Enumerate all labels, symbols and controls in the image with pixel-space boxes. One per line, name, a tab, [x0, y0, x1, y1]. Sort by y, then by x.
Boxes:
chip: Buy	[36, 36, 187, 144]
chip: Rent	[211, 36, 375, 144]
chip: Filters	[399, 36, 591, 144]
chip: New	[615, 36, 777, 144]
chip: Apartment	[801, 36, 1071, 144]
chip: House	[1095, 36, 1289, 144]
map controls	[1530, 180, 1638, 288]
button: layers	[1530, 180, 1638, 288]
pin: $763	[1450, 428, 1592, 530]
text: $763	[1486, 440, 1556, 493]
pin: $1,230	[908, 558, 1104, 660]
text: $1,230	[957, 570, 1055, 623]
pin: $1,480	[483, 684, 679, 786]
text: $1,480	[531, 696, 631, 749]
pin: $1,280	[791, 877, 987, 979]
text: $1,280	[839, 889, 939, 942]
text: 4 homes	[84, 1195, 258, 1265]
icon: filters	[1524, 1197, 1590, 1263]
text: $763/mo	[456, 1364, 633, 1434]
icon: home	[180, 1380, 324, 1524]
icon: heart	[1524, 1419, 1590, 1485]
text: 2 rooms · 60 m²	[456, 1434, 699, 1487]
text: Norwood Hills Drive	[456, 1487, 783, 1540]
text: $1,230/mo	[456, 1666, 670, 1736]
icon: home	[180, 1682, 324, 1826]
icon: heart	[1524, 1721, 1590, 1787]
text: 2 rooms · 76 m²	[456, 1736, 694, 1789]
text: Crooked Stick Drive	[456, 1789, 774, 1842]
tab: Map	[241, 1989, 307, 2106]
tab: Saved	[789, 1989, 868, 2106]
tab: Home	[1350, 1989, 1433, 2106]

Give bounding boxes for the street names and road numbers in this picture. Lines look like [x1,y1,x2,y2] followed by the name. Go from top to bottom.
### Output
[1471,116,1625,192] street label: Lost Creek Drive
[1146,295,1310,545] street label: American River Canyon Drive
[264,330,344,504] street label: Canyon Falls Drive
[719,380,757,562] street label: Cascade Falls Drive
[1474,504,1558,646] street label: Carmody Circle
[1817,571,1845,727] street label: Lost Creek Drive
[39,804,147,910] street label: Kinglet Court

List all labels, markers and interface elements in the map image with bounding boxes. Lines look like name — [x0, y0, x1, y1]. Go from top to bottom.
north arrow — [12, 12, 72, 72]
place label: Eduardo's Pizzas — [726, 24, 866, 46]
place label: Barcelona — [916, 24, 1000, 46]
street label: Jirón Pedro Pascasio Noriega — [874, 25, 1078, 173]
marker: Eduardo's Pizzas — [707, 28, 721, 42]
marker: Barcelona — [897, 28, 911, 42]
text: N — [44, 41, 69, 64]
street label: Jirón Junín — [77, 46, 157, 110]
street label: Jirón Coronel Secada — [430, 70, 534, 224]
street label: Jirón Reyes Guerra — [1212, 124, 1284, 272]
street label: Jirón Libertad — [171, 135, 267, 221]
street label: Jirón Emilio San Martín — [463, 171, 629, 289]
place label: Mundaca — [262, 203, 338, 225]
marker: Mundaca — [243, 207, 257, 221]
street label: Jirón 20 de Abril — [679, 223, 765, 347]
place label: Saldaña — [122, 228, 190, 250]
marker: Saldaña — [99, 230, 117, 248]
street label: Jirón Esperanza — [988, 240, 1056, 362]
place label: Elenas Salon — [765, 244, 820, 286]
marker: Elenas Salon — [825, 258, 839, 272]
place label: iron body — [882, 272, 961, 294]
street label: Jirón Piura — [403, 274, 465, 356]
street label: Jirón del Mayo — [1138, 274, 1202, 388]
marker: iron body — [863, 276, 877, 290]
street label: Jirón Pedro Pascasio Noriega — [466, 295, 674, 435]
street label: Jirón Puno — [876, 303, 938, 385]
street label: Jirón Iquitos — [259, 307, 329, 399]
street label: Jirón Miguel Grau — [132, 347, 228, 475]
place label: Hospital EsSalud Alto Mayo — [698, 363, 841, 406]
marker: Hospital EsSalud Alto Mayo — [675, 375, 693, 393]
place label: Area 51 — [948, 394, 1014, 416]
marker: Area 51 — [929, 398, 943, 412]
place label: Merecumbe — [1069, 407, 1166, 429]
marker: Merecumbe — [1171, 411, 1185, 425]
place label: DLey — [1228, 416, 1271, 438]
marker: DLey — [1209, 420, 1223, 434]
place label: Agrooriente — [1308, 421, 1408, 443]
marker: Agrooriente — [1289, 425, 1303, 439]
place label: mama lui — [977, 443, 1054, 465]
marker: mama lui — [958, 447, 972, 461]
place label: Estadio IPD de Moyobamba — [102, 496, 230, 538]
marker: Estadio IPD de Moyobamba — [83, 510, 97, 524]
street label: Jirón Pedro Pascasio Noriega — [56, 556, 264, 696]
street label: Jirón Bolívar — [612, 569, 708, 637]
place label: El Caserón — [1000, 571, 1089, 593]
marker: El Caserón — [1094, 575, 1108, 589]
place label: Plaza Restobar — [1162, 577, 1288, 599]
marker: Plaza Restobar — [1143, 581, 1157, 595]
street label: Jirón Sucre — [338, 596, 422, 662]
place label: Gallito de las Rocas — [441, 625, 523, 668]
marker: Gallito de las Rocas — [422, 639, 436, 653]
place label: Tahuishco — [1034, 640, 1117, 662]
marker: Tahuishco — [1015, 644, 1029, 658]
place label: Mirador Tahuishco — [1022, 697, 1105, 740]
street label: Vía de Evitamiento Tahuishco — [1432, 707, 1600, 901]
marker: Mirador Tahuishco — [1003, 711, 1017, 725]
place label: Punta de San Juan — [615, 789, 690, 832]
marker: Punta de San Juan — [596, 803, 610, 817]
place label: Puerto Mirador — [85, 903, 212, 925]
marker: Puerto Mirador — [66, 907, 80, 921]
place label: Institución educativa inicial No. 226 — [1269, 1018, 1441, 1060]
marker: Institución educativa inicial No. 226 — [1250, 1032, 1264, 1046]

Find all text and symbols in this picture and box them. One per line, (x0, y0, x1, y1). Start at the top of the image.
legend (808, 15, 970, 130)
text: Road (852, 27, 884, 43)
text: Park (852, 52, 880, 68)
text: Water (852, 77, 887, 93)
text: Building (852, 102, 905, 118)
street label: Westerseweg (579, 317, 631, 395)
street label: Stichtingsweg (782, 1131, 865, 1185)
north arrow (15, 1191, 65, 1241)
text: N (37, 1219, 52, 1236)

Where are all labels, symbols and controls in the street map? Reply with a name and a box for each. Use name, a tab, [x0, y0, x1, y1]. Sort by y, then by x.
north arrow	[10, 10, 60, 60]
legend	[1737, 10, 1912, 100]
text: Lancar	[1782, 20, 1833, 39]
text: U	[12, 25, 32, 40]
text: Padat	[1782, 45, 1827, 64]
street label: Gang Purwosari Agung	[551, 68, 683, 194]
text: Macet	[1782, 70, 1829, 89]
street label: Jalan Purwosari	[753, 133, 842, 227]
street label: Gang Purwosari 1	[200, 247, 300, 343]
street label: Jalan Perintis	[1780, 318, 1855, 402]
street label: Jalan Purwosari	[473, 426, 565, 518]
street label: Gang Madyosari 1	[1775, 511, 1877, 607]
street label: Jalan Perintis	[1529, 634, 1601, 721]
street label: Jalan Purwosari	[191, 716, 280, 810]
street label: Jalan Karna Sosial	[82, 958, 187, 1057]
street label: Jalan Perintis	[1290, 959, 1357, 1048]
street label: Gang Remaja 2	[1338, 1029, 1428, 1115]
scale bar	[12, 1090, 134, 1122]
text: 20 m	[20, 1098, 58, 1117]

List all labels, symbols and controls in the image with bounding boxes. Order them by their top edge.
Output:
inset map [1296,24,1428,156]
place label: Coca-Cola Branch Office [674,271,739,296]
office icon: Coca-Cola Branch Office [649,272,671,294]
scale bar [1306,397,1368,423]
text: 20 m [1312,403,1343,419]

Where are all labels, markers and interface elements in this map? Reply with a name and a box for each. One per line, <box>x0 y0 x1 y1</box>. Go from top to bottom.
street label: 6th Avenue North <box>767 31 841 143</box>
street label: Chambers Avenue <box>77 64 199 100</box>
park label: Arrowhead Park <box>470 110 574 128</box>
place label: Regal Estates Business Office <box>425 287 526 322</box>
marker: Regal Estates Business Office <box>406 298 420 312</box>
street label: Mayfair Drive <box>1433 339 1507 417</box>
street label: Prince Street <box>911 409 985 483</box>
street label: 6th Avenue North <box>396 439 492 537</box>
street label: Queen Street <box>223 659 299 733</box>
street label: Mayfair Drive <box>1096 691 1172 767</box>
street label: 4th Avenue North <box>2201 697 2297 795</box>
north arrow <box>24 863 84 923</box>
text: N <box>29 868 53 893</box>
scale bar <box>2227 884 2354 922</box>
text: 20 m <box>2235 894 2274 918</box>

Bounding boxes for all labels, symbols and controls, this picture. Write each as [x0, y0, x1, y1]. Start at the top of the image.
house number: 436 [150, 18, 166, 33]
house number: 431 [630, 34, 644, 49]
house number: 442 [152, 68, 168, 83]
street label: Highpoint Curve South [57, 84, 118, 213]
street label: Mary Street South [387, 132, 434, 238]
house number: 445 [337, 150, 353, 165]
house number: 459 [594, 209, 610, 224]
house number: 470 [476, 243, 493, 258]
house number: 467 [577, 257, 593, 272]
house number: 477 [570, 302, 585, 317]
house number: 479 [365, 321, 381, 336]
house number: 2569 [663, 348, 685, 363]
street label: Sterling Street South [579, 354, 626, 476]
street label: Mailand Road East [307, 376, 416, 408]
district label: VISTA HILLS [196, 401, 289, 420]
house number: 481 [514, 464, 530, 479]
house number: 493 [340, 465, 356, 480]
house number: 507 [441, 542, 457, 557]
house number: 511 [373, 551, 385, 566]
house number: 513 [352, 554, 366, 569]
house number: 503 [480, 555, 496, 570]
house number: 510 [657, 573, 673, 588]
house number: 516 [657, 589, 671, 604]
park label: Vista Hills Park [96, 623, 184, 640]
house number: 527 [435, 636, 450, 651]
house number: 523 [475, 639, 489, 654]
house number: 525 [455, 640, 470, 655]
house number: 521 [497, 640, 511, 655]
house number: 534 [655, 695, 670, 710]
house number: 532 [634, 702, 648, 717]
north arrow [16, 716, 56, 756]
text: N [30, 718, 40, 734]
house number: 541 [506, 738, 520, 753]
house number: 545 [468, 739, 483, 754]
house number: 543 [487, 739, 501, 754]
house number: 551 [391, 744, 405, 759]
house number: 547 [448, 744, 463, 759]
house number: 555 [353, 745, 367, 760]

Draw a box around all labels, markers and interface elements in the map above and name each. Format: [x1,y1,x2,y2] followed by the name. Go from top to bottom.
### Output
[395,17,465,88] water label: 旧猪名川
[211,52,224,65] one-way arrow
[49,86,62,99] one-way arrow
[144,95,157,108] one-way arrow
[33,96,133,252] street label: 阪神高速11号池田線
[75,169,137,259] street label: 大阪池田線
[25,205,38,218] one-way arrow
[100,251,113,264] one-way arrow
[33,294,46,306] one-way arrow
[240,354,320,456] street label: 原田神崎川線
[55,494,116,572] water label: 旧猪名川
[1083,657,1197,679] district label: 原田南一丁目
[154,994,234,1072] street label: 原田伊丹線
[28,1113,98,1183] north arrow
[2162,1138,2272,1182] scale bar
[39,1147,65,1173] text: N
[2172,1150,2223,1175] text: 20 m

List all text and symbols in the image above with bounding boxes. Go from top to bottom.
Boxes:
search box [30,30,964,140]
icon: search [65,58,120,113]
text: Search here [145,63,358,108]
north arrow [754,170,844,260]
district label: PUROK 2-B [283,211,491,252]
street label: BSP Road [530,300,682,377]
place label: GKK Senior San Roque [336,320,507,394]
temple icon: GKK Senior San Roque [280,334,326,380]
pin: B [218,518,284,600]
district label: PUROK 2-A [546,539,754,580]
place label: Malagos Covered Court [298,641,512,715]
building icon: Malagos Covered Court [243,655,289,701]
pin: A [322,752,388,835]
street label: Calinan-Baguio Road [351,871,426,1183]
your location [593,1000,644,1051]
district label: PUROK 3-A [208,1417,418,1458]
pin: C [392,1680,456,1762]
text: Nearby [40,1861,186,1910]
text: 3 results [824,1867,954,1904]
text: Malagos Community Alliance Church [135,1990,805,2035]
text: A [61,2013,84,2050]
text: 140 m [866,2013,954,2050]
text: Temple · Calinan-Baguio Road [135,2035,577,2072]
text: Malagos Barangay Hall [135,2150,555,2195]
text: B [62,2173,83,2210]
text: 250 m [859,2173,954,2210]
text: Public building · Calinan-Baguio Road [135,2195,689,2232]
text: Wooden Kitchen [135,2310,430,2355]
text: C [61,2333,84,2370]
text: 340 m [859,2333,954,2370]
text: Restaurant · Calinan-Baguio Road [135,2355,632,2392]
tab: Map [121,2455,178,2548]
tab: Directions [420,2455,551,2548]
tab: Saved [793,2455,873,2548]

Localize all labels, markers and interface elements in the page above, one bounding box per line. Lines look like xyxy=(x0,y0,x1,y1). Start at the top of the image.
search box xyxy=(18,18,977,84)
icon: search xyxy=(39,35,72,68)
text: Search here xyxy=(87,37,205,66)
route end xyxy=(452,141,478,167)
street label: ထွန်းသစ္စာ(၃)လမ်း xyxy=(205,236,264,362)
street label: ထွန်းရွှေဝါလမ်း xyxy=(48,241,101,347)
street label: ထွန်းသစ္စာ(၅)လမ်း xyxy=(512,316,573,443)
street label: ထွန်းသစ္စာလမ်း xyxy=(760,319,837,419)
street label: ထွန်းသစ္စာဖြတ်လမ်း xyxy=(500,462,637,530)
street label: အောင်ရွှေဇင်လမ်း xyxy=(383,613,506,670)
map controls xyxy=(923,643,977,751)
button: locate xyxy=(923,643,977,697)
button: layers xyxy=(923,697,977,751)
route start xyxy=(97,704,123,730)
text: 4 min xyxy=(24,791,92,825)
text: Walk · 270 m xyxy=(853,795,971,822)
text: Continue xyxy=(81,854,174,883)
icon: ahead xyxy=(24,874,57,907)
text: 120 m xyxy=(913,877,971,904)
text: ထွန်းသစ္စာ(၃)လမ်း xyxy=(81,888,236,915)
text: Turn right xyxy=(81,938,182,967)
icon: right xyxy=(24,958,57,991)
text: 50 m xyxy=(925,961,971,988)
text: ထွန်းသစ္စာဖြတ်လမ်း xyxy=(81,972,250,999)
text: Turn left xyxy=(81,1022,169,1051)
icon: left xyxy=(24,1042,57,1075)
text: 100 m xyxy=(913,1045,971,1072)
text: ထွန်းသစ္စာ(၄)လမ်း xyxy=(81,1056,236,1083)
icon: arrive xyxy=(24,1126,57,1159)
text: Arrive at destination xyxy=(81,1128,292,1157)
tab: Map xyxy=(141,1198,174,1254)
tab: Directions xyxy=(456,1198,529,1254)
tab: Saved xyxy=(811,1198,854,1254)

ABOUT THIS TASK.
Find out how many lines in the listing contain the string "Caserón". Give the number alone.

RESULT FOR THIS EXERCISE.
2